Over the course of the past decade, the University of Minnesota athletic program achieved a tremendous level of national success. In 1997, the Gopher men’s basketball team fell one win shy of the NCAA championship game. Last winter, the Minnesota men’s hockey team claimed the school’s fourth national title. And Minnesota’s wrestling team won its second consecutive college championship earlier this year.
The Gopher football team, however, spent 1991 through 1998 as the perennial punching bag of the Big Ten. In eight years, Minnesota won 12 out of 64 conference games. Until recently, Minnesota’s lack of success on the gridiron has been one of the biggest disappointments concerning university athletics in the Twin Cities.
In 1997, in search of a head coach with the ability to rebuild the Gopher football program, Minnesota hired former Kansas coach Glen Mason, who vowed to revitalize the Gopher program.
Although the Gophers struggled in Mason’s first two years in the Twin Cities, Mason put the Minnesota football program back on the map in 1999 by beating then-No. 1 Penn State. The team went 8-4 wound up with a trip to the Sun Bowl. Since, Mason and his Gophers have qualified for postseason play two of the past three years and, entering this week’s regular-season finale against Wisconsin, are bowl-eligible once again.
Saturday’s match-up at Camp Randall features the longest-running rivalry in college football, dating 112 years.
Minnesota leads the all-time series 58-45-8, but lost six meeting in a row before last year. The annual Midwest showdown not only features two rivals with bragging rights on the line but, as an added incentive, the game is especially significant because the winner is awarded possession of the historic Paul Bunyon Ax.

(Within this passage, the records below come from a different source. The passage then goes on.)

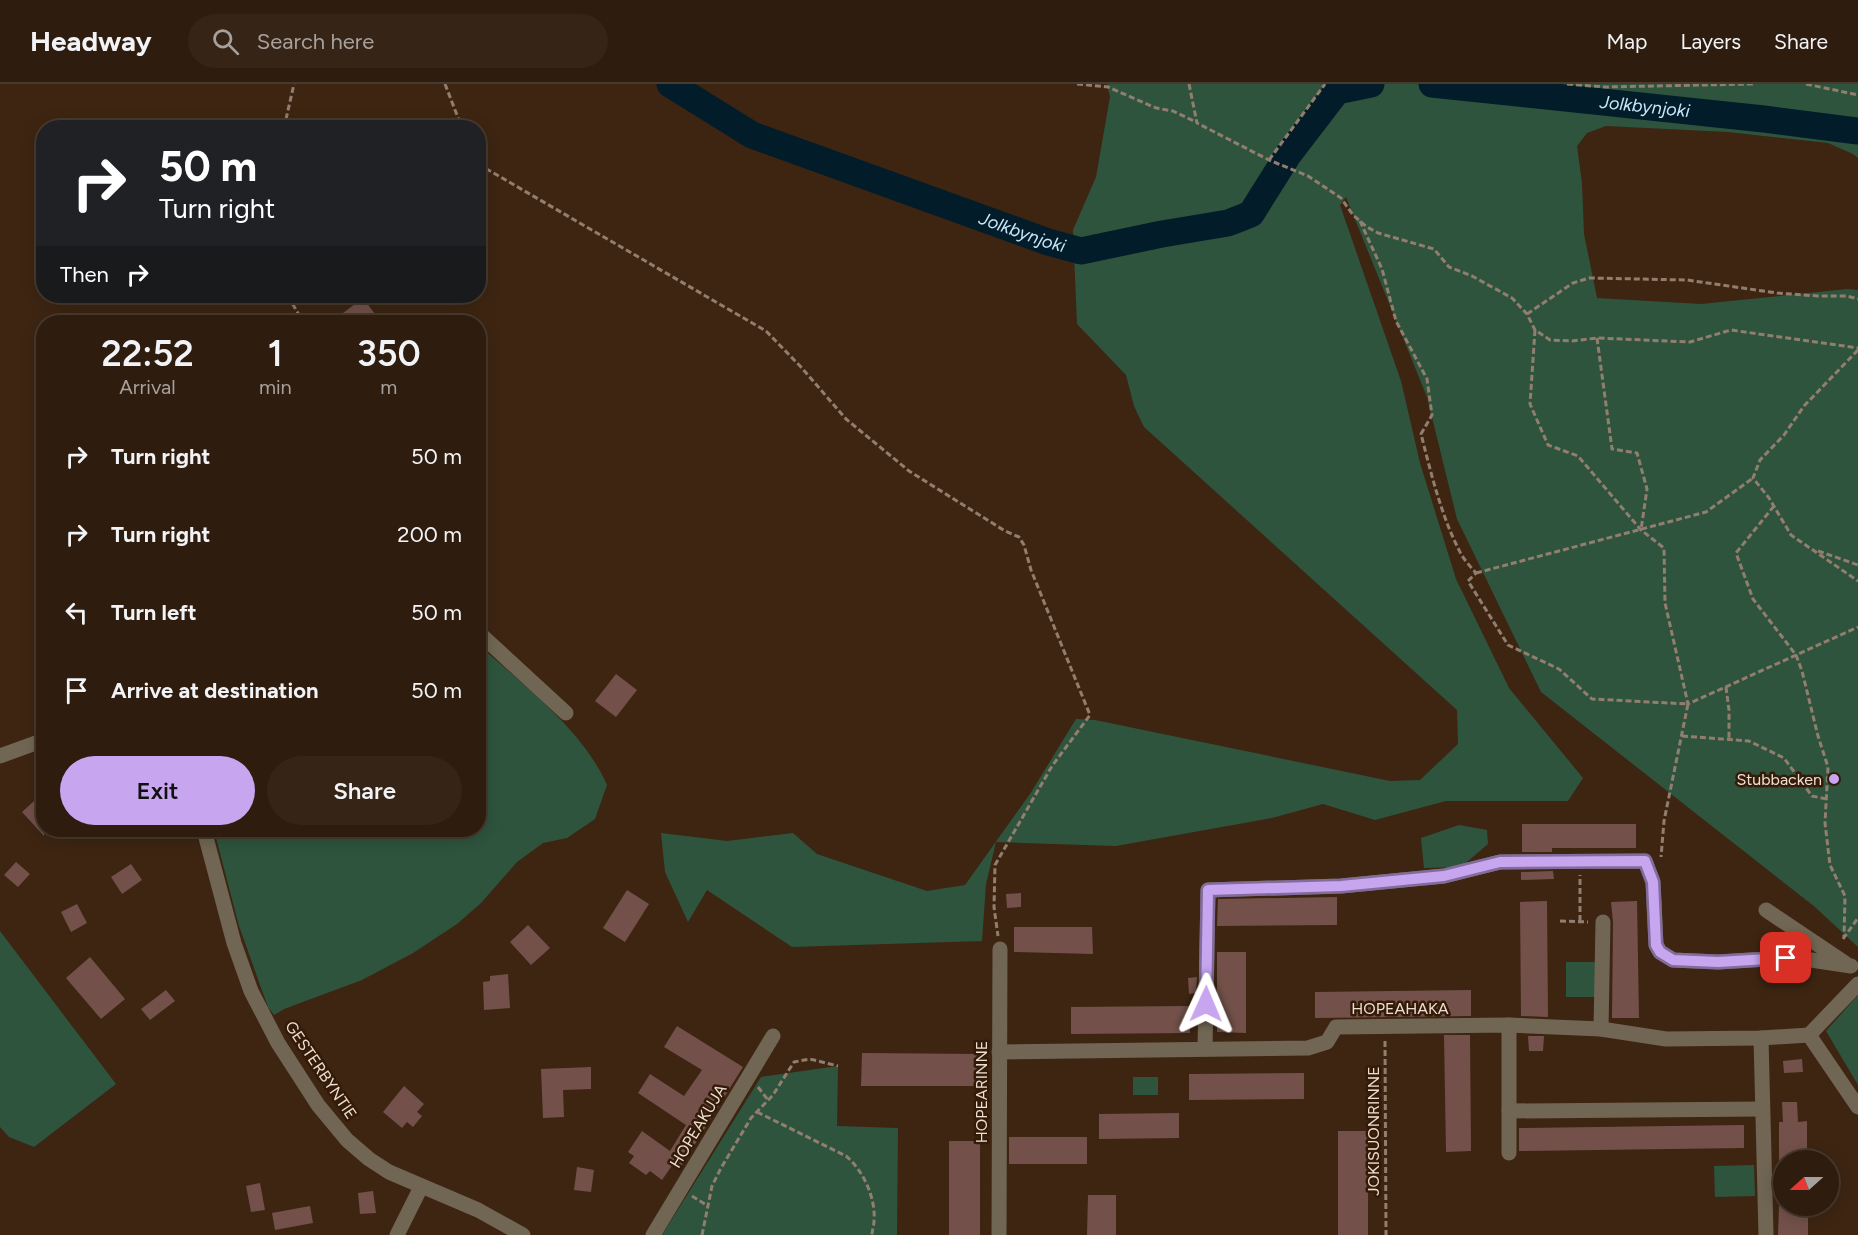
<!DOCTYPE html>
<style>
body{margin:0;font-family:Figtree,sans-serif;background:#362517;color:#f1f3f6;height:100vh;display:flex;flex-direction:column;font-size:22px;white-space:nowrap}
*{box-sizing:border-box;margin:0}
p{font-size:20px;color:#a7a19e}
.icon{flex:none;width:33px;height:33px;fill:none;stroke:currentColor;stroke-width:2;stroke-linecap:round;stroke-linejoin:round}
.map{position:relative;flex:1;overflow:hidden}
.sheet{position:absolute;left:36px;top:231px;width:450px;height:522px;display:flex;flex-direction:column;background:#2e1c0e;border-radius:24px;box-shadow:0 3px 15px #0003,0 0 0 2px #493a2e}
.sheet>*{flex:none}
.guide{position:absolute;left:36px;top:36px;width:450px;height:183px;border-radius:24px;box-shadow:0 3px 15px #0003,0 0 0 2px #493a2e;background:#202124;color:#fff;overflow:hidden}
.needle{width:39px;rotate:249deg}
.fabs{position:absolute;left:1773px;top:1066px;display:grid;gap:12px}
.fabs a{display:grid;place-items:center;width:66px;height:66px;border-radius:50%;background:#2e1c0e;box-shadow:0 3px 15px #0003,0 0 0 2px #493a2e;font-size:30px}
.pin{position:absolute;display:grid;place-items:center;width:51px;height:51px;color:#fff;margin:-26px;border-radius:12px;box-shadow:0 3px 9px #0006}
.me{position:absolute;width:66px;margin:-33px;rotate:1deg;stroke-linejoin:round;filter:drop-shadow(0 0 4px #0008)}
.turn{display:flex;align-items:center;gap:21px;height:126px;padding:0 24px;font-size:27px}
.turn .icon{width:78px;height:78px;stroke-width:2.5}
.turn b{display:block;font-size:42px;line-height:51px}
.then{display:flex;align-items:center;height:57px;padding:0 24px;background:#0003;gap:12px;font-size:22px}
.eta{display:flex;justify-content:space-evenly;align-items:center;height:102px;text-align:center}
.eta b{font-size:36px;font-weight:600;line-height:42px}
.primary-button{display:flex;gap:12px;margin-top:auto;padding:12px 24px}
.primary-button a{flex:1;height:69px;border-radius:36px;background:#c7a6ef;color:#111;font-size:24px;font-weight:600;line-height:69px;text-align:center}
.primary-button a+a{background:#362517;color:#f1f3f6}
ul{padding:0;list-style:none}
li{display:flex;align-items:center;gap:18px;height:78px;padding:0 24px}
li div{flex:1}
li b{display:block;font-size:22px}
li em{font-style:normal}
header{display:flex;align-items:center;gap:36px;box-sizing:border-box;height:84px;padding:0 30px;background:#2e1c0e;border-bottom:2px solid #493a2e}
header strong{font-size:28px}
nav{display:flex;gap:33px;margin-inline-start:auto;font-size:21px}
.search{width:420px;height:54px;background:#362517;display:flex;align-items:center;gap:15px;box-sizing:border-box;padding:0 21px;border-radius:33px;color:#a7a19e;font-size:22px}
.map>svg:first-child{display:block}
</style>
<header>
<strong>Headway</strong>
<div class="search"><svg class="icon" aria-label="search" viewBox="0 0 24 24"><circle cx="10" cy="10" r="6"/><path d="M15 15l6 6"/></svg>Search here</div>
<nav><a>Map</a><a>Layers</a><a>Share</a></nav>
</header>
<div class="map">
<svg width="1858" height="1151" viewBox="0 0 1858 1151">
<rect width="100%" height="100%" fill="#3d2512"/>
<!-- green -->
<g fill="#2e543d">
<path d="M1107,0H1858V74L1853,70L1828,59L1728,48L1606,42L1587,49L1577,62L1582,99L1584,150L1597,214L1701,220L1847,205L1858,206V863L1815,823L1541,608L1457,435L1427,313L1346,113L1340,121L1401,297L1420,379L1456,495L1509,604L1583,694L1568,717H1446L1375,736L1323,720L1272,734L1116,762L996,758L986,800L982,857L792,863L707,806L688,838L665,788L661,749L727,757L793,749L817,770L927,807L965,801L1030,710L1076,635L1095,636L1390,697L1420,696L1458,660L1457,626L1144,343L1134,322L1126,291L1077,240L1073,146L1096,93L1110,13Z"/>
<path d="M479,561C523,601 583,646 607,701L595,735L567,754L543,759L517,778L481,819L457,840L413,869L362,896L284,925L274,931L268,923L239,842L214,746H478Z"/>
<path d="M1459,741L1487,746L1488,760L1461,783L1424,784L1421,754Z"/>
<path d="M0,847L116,1000L34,1063L9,1053L0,1043Z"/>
<path d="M1566,878H1595L1596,913H1566Z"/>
<path d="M1858,911V1001L1826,947Z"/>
<path d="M838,982L837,1042L898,1044L897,1151H662L761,993Z"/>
<rect x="1133" y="993" width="25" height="18"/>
<path d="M1754,1081L1755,1112L1715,1113L1714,1082Z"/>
</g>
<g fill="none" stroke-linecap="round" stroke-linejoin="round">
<!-- river -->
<g stroke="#021c2a" stroke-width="27">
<path id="s1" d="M670,0L752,51L1048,158L1081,167L1162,150L1228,139L1251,130L1288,71L1337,7L1371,0"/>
<path id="s2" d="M1432,0L1764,35L1858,47"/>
</g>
</g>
<!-- building -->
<g fill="#73514a">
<path d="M363,214L381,238H331Z"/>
<path d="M616,590L637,606L616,633L595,617Z"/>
<path d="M44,708V752L22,728Z"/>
<path d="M1522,740H1636V764H1552V768H1522Z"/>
<path d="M16,778L30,790L18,803L4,791Z"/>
<path d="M131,780L142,796L122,810L111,793Z"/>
<path d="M1553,787L1554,795L1521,796V788Z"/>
<path d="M627,806L649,820L625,858L603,844Z"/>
<path d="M1021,809V823L1007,824L1006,810Z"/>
<path d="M1337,813V841L1217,842L1218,815Z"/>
<path d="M1547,817L1548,933L1521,932L1520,818Z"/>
<path d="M1637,817L1639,934H1612L1613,838L1611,818Z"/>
<path d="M77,820L87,839L71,848L61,828Z"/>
<path d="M528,841L550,864L531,881L510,858Z"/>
<path d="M1014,843H1092L1093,870L1014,868Z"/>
<path d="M1217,868H1246V949L1217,948Z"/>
<path d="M90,873L125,915L101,935L66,894Z"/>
<path d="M508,890L510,924L484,926L483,898L490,897V892Z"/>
<path d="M1197,893L1196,909L1189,910L1188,894Z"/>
<path d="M166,906L175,917L150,936L141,925Z"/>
<path d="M1471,906V932L1315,934V908Z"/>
<path d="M1189,922L1190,949L1071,950V923Z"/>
<path d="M677,942L743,983L680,1084L673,1080L662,1096L650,1087L646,1091L629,1079L634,1072L628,1068L642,1047L670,1067L686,1041L638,1009L650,990L684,1012L702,986L664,963Z"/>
<path d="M1444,951H1470L1471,1067L1446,1068Z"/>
<path d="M1528,952H1544L1543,967H1529Z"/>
<path d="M862,969L978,970V1002H861Z"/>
<path d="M1802,975L1803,988L1784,989L1783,977Z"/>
<path d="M591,983V1005L563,1006L564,1033L543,1034L541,985Z"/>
<path d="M1304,989V1015L1189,1016V990Z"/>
<path d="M404,1002L424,1020L417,1028L422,1032L413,1043L407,1038L402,1044L383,1028Z"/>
<path d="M1782,1018H1797L1798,1038L1807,1037V1077H1779V1038H1783Z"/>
<path d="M1179,1029V1054L1099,1055V1030Z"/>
<path d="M1744,1041V1064L1519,1067V1044Z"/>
<rect x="1338" y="1047" width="30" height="104"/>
<rect x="1009" y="1053" width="78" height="27"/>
<rect x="949" y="1057" width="31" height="94"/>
<path d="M577,1083L594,1086L591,1108L574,1106Z"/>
<path d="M260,1099L265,1126L251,1128L246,1102Z"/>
<path d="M373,1107L376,1129L360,1130L358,1109Z"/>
<path d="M1088,1111H1116V1151H1087Z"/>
<path d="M310,1122L313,1139L275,1146L272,1129Z"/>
<path d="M1779,1122H1808V1151H1778Z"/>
</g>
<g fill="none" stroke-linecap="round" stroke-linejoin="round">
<!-- path -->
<g stroke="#927e6f" stroke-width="3" stroke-dasharray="6 3" stroke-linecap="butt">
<path d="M445,0L462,44"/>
<path d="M1077,0L1108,3L1156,24L1173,27L1196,38"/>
<path d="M1189,0L1197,39L1269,76L1308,92L1341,114L1353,131L1367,143L1378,149L1434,165L1449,183L1472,192L1512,214L1527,230L1535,246L1550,256L1572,257L1597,254L1690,258L1731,246L1858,264"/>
<path d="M1567,0L1605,3L1753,0"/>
<path d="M1806,0L1858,11"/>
<path d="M284,44L294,0"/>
<path d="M1269,76L1325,0"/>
<path d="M478,80L766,247L801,283L846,335L909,387L1005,447L1019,453L1024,461L1031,486L1090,631L1052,682L995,781L994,823L998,852"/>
<path d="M1360,137L1382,185L1396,237L1427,295L1432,331L1421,350C1431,389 1441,431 1459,466C1463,475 1470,482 1476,489L1468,497L1508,561L1559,585L1592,615L1688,620L1664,737L1661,773"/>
<path d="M288,212L299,231L300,238"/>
<path d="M1527,230L1573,199L1589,194L1687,196L1777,209L1818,212H1847L1858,215"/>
<path d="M1535,246L1530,320L1548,361L1578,372L1641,446L1664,464L1665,519L1688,620L1858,543"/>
<path d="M1597,254L1612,365L1637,369L1647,405L1641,446"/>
<path d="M1858,266L1804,322L1784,351L1760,376L1753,394L1769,414L1791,451L1858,497"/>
<path d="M1774,422L1736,469L1753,515L1796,571L1802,587L1818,652L1828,683L1825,739L1830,781L1845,812L1844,853"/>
<path d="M1818,467L1858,481"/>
<path d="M1476,489L1706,428L1753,394"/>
<path d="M1726,603L1729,626V655"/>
<path d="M1682,652L1749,657L1784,674L1812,712L1827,715"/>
<path d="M1560,837L1588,838"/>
<path d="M1580,837V791"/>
<path d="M1843,855L1858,834"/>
<path d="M1385,957L1386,1151"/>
<path d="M758,1003L768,1016"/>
<path d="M757,1028L846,1072C863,1086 876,1114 874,1137C874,1142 872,1146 872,1151"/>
<path d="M692,1112L708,1122"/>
<path d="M702,1151L712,1102L721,1084L751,1034L773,1011L794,978L810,975L838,982"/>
</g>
<!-- minor -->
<g stroke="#706653" stroke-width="15">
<path d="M478,548L566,629"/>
<path d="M0,672L44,656"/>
<path d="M204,746L234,859L251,907L278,959L318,1021L347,1056L369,1075L389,1088L478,1126L523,1151"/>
<path d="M1766,826L1845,879"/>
<path d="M1509,941V1069"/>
<path d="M1601,945L1603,838"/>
<path d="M1809,951L1858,1023"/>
<path d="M1809,951L1858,900"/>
<path d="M1761,954L1766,1151"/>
<path d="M1205,965L1208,806L1341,802L1444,792L1500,778L1645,777L1653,798L1656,861L1660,868L1673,876L1718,878L1786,874L1811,876L1851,882"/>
<path d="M999,968L1308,964L1327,958L1336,943L1509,941L1601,945L1666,955L1761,954L1809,951"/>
<path d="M1509,1027L1762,1025"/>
<path d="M397,1151L421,1103"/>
<path d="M653,1151L773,952"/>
<path d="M999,1151L1000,865"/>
</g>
</g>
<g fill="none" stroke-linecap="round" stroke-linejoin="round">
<defs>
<path id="route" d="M1206,920L1208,806L1341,802L1444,792L1500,778L1645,777L1653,798L1656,861L1660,868L1673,876L1718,878L1786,874"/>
</defs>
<!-- route casing -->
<use href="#route" stroke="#816c9b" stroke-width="15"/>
<!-- route -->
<use href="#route" stroke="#c7a6ef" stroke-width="10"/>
</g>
<!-- markers -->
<circle fill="#c7a6ef" stroke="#331b08" stroke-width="2" cx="1834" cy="695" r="6"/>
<g text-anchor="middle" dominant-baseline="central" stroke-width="5" stroke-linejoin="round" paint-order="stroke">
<!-- poi labels -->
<g font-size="16" fill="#eeded2" stroke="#331b08" text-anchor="end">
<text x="1822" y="695">Stubbacken</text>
</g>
<!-- street labels -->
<g font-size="16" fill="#eeded2" stroke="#331b08">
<text x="1400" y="924">HOPEAHAKA</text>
<text transform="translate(321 986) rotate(56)">GESTERBYNTIE</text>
<text transform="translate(981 1008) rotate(-90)">HOPEARINNE</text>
<text transform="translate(698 1042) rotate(-59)">HOPEAKUJA</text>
<text transform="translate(1373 1047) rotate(-90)">JOKISUONRINNE</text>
</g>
<!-- water labels -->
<g font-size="18" font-style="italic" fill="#c8e7f9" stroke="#331b08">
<text stroke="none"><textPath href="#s2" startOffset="214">Jolkbynjoki</textPath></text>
<text stroke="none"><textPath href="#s1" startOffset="384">Jolkbynjoki</textPath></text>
</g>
</g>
</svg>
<div class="fabs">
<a><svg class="needle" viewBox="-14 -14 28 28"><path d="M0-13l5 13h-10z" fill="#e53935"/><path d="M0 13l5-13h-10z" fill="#a7a19e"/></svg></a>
</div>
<div class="pin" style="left:1786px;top:874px;background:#d93025"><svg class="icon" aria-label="arrive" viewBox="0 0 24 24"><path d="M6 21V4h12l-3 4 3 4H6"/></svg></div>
<svg class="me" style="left:1206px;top:920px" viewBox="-20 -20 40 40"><path d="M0-17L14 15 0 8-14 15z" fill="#c7a6ef" stroke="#fff" stroke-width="4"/></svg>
<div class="guide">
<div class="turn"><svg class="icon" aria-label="right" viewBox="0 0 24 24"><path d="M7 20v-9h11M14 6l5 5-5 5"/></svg><div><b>50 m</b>Turn right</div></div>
<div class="then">Then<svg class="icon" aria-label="right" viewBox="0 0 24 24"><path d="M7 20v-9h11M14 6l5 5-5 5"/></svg></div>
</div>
<section class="sheet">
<div class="eta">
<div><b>22:52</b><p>Arrival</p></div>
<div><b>1</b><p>min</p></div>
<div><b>350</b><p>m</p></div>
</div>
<ul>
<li><svg class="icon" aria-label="right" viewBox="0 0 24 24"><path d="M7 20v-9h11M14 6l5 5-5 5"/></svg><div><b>Turn right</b></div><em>50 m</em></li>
<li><svg class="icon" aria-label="right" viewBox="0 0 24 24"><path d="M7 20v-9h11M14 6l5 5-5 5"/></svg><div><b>Turn right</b></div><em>200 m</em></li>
<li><svg class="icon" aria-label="left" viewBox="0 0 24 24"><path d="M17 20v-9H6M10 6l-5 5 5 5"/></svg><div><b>Turn left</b></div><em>50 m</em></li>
<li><svg class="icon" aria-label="arrive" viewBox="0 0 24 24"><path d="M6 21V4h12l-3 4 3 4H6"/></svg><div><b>Arrive at destination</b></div><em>50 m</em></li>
</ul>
<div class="primary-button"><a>Exit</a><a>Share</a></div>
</section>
</div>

After opening the season 7-1 and earning the No. 19 national ranking, the Gophers struggled of late, dropping their last three conference games. Each of the three consecutive losses came to a team ranked in the Top 10.
One of Minnesota’s primary concerns has been its inability to stop the run.
The Gophers had trouble defending the run the past two weeks against Michigan and Iowa, allowing an average of 309.5 yards on the ground. Last week, Iowa’s Fred Russell ran wild in the Metrodome, racking up 196 rushing yards and a touchdown.
Starting Wisconsin tailback Anthony Davis, whose running style is similar to Russell’s, is coming off of one his best rushing performances of the season, running for 154 yards and a touchdown in last week’s loss at Michigan.
One of the key matchups will be Davis and the powerful Badger offensive line against Minnesota’s shaky defensive front. If Davis continues to run the way he did last week, it could be a long 60 minutes of football for the Gopher defense.
Minnesota’s offense, on the other hand, has been relatively consistent this season, averaging nearly 29 points per contest. Wisconsin defensive coordinator Kevin Cosgrove has reason to be concerned as he prepares his defensive unit for a balanced Minnesota attack.
Minnesota quarterback Asad Abdul-Khaliq torched the Badgers last year, completing 68 percent of his passes for 265 yards and three touchdowns. Abdul-Khaliq also rushed for 33 yards and a score en route a 42-31 Gopher victory at the Metrodome.
Perhaps the biggest concern for Cosgrove and his defense, however, is Terry Jackson II and the Minnesota rushing attack. Jackson, a sophomore and high school teammate of Michigan State’s Charles Rogers, has been one of the biggest surprises for Minnesota’s offense this year, rushing for 1,194 yards and four touchdowns.
Jackson is currently the Big Ten’s fourth leading rusher, averaging an impressive 109 yards per game.
Jackson entered the season as the Gopher’s No. 2 running option behind sophomore Marion Barber III, but after Barber suffered an injury in early September, Jackson assumed the starting role and hasn’t looked back since.
The stakes are high this weekend for Minnesota and the Badgers. Both teams are looking to end three game skids and enter postseason play with much-needed momentum.
Should Wisconsin win this Saturday, the Badgers would finish the regular season with a winning record and likely avoid last year’s misfortune, when a season-ending loss in Minneapolis cost Wisconsin a bowl. Minnesota has already earned an extra trip, but the Gophers have an opportunity to record eight regular season victories for just the second time since 1967.
Regardless of the postseason implications riding on this weekend’s game, the Wisconsin- Minnesota rivalry is one that Badger and Gopher fans take quite seriously. Given the reciprocity shared between both universities, there are a number of students who take a great deal of pride in claiming the Paul Bunyon Ax.